By Senator Sola Akinyede OON, LL.M
Certain facts in the Imo State gubernatorial election petition appear to be clear.
1. Senator Hope Uzodinma claimed that elections took place in 388 polling units and that his votes in those units were excluded from the results of the election.
2. INEC claimed that elections did not take place in those polling units.
3. The Election Tribunal and the Court of Appeal agreed that Uzodinma did not prove that elections took place in those polling units.
4. A policeman who was not and could not have been, at the 388 polling units tendered the results of those polling units.
5. Both the Election Tribunal and the Court of Appeal rejected them.
6. The Supreme Court accepted them contrary to the legal principles the Supreme Court itself laid down over several decades, principles which the Supreme Court still confirmed two months ago in the case of Atiku V INEC.
7. As a result of the Supreme Court’s decision, Imo State now has a situation where the total number of votes cast exceed the total number of accredited voters by over 100,000 votes- an electoral impossibility -meaning that something is manifestly wrong with the conclusion reached in the judgement of the Supreme Court.
8. Under the general principles of the Electoral Law, where the total number of votes cast exceed the total number of accredited voters,the election shall be declared void.
9. It was not the act of INEC, or the acts of the candidates or the political parties that created this electoral impossibility but the decision of the Supreme Court to accept the votes in the 388 polling units and add them to Uzodinma’s votes. Without the details of where there was over-voting, it is impossible for the Supreme Court or anyone to know which votes and results to declare void.
10. The judgement of the Supreme Court means two things. Either over 100,000 people who should not have voted did vote, or those votes are fictitious. Whichever the case, the only way this electoral impossibility could have arisen is by an error.
11. The Supreme Court in an earlier judgement had disqualified Uche Nwosu on the grounds that he was both the candidates of the APC and the AA. If Nwosu was a nominated candidate of the APC, the grounds on which he was disqualified, how come the same Supreme Court accepted that Uzodinma was also a validly nominated candidate of the APC who was now declared by the Supreme Court as having defeated Ihedioha ?
12. INEC declared that Rt Hon Emeka Ihedioha polled 273,404 votes, while Senator Hope Uzodinma polled 96,458 votes. For Uzodinma to have defeated Ihedioha, he must have polled at least additional 176,946 votes (perhaps close to 200,000 votes) while Ihedioha’s votes did not increase in those 388 polling units. For the credibility and legitimacy of our justice system, the integrity, credibility and sustainability of our democracy, the nation needs to know where these votes came from.

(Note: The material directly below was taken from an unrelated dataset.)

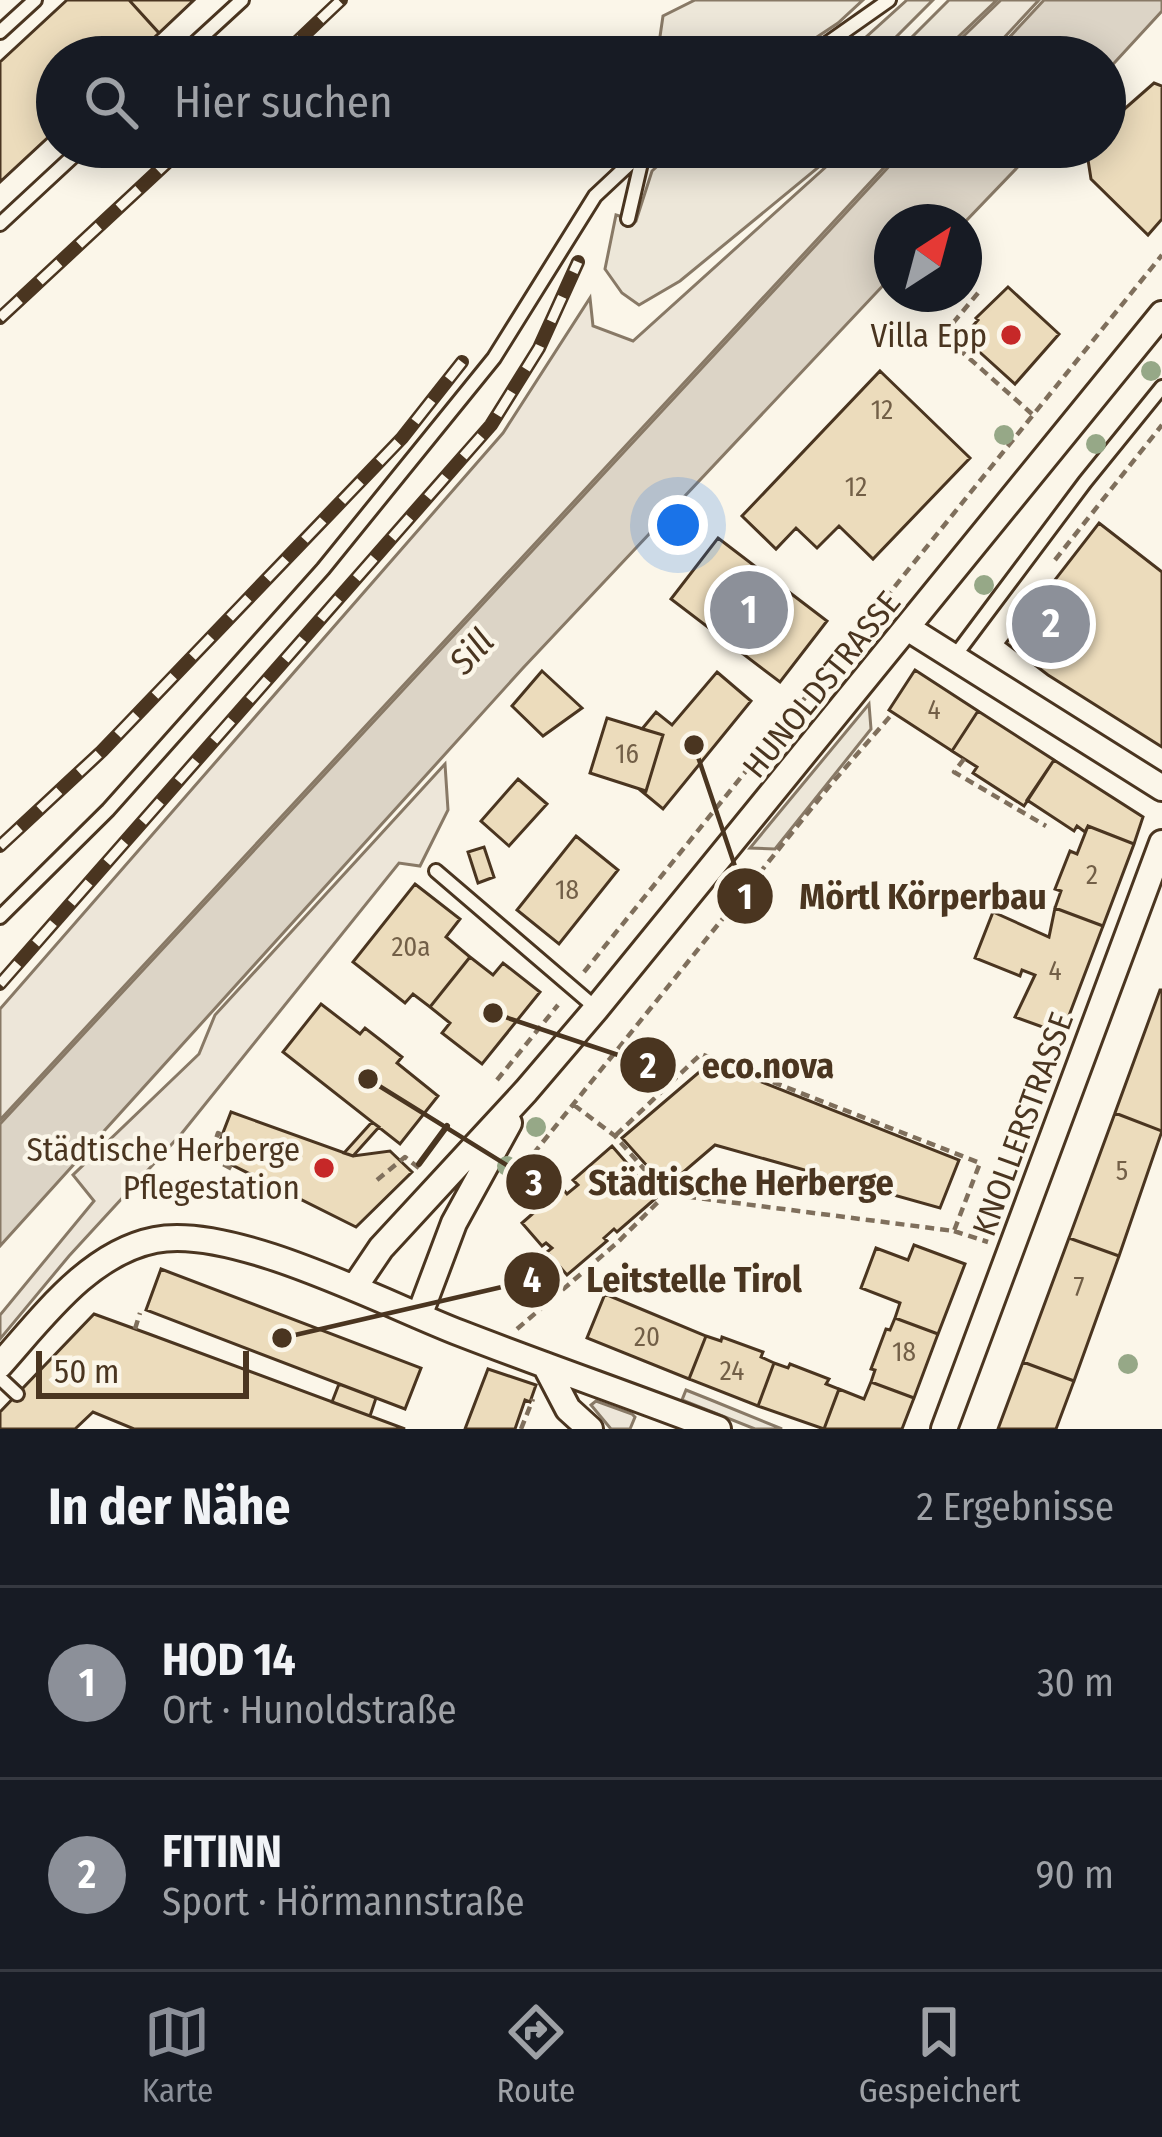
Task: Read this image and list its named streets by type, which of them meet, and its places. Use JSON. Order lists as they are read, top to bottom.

Justices of the Supreme Court are human and therefore fallible. This is more so having regard to the workload thrust upon them not just by gubernatorial election petitions, but by pre-election matters in gubernatorial and other elections. Judicial officers do make mistakes, and that exactly is the reason for the appellate system. But where the apex appellate court that has a final say makes a mistake what should be done?
The conventional wisdom in the legal profession is that since the Supreme Court is the final appellate court nothing can be done. The Supreme Court should wait for another opportunity perhaps in 2024 to correct its mistake.
But is it correct, fair or just to replace Ihedioha with Uzodinma when the victory of Uzodinma depends on over 100,000 people who voted but who were not accredited, and who should not have voted? Or possibly on over 100,000 votes that did not exist?
Is it right to let the consequences of the decision of the judgment of the Supreme Court- an electoral impossibility remain? Is it right for any court including the Supreme Court to make a mistake and make that error its final decision? These are the questions that the Supreme Court would need ask itself. What are the consequences if the Supreme Court stands its ground and refuses to correct its mistakes?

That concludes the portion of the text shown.